--- WHAT TO PRODUCE ---
Please set down, exactly, the line with "Enumerate all text" and all lines that follow it through the end of the records below.

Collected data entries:
===

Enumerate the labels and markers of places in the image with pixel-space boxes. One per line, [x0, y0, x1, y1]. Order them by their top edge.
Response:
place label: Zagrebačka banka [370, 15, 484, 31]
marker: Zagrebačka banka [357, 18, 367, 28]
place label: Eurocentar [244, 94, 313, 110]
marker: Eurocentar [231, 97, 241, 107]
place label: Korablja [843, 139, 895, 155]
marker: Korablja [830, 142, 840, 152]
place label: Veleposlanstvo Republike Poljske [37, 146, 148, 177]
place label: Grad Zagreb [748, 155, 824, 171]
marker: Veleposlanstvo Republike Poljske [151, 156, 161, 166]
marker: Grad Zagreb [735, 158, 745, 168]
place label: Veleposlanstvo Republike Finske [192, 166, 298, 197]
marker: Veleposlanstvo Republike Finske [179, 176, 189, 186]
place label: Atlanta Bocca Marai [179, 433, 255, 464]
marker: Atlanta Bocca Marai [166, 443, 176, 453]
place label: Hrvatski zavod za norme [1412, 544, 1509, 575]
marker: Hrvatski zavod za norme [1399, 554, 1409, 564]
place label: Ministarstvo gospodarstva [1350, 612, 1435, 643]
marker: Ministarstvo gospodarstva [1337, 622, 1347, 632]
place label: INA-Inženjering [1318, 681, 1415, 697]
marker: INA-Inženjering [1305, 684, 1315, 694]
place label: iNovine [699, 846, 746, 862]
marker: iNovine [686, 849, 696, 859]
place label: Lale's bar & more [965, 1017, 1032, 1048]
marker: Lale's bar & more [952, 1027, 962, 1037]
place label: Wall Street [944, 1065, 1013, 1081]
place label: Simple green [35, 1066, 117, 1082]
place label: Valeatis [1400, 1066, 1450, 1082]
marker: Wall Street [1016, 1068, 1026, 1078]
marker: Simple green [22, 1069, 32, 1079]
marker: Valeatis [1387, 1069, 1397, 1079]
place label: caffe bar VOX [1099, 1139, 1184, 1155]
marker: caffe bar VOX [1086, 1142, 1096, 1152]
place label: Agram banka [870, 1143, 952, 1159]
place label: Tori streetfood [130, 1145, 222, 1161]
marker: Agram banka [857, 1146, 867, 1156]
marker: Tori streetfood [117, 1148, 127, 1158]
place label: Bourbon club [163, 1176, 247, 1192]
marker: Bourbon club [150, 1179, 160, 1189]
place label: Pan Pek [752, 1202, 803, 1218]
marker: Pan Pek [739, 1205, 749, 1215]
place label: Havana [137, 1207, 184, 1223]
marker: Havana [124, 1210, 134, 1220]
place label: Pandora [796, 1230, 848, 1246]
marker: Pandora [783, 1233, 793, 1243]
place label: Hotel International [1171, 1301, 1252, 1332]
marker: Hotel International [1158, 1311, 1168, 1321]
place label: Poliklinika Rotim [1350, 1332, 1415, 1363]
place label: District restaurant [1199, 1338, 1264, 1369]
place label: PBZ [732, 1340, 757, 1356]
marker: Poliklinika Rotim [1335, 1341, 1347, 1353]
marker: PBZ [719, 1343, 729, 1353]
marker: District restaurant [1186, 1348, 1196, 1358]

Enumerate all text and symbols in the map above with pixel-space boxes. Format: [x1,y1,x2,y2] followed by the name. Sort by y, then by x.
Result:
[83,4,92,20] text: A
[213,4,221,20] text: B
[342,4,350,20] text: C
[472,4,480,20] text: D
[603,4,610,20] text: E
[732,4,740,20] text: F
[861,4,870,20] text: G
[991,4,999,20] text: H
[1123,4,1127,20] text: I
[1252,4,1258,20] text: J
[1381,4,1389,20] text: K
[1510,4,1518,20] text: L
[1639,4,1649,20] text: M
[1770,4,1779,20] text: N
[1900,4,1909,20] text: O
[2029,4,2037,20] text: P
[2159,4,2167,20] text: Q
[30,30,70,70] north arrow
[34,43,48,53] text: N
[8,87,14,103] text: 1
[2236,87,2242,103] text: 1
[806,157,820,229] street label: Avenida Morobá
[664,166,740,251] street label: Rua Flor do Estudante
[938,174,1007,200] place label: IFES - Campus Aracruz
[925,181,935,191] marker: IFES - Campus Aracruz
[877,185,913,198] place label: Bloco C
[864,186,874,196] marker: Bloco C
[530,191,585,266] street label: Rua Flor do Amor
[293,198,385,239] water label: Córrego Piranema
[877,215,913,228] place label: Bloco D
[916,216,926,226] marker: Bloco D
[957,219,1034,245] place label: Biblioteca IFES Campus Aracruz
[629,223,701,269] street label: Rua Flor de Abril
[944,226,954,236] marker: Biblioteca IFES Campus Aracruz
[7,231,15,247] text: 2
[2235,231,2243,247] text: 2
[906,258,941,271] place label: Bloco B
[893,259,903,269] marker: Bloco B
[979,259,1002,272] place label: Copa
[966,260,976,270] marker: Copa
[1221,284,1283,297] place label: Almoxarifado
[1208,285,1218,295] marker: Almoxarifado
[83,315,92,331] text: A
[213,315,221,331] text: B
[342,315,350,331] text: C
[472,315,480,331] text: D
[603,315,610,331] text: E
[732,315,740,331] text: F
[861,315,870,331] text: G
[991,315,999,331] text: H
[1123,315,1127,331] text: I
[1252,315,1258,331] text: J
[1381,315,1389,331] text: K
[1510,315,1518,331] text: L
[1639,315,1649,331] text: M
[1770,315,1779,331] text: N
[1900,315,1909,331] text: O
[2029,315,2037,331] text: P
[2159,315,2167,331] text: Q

===

--- SOLUTION FOR THIS PROBLEM ---
Enumerate all text and symbols in the map above with pixel-space boxes. Format: [x1,y1,x2,y2] followed by the name. Sort by y, then by x.
Result:
[83,4,92,20] text: A
[213,4,221,20] text: B
[342,4,350,20] text: C
[472,4,480,20] text: D
[603,4,610,20] text: E
[732,4,740,20] text: F
[861,4,870,20] text: G
[991,4,999,20] text: H
[1123,4,1127,20] text: I
[1252,4,1258,20] text: J
[1381,4,1389,20] text: K
[1510,4,1518,20] text: L
[1639,4,1649,20] text: M
[1770,4,1779,20] text: N
[1900,4,1909,20] text: O
[2029,4,2037,20] text: P
[2159,4,2167,20] text: Q
[30,30,70,70] north arrow
[34,43,48,53] text: N
[8,87,14,103] text: 1
[2236,87,2242,103] text: 1
[806,157,820,229] street label: Avenida Morobá
[664,166,740,251] street label: Rua Flor do Estudante
[938,174,1007,200] place label: IFES - Campus Aracruz
[925,181,935,191] marker: IFES - Campus Aracruz
[877,185,913,198] place label: Bloco C
[864,186,874,196] marker: Bloco C
[530,191,585,266] street label: Rua Flor do Amor
[293,198,385,239] water label: Córrego Piranema
[877,215,913,228] place label: Bloco D
[916,216,926,226] marker: Bloco D
[957,219,1034,245] place label: Biblioteca IFES Campus Aracruz
[629,223,701,269] street label: Rua Flor de Abril
[944,226,954,236] marker: Biblioteca IFES Campus Aracruz
[7,231,15,247] text: 2
[2235,231,2243,247] text: 2
[906,258,941,271] place label: Bloco B
[893,259,903,269] marker: Bloco B
[979,259,1002,272] place label: Copa
[966,260,976,270] marker: Copa
[1221,284,1283,297] place label: Almoxarifado
[1208,285,1218,295] marker: Almoxarifado
[83,315,92,331] text: A
[213,315,221,331] text: B
[342,315,350,331] text: C
[472,315,480,331] text: D
[603,315,610,331] text: E
[732,315,740,331] text: F
[861,315,870,331] text: G
[991,315,999,331] text: H
[1123,315,1127,331] text: I
[1252,315,1258,331] text: J
[1381,315,1389,331] text: K
[1510,315,1518,331] text: L
[1639,315,1649,331] text: M
[1770,315,1779,331] text: N
[1900,315,1909,331] text: O
[2029,315,2037,331] text: P
[2159,315,2167,331] text: Q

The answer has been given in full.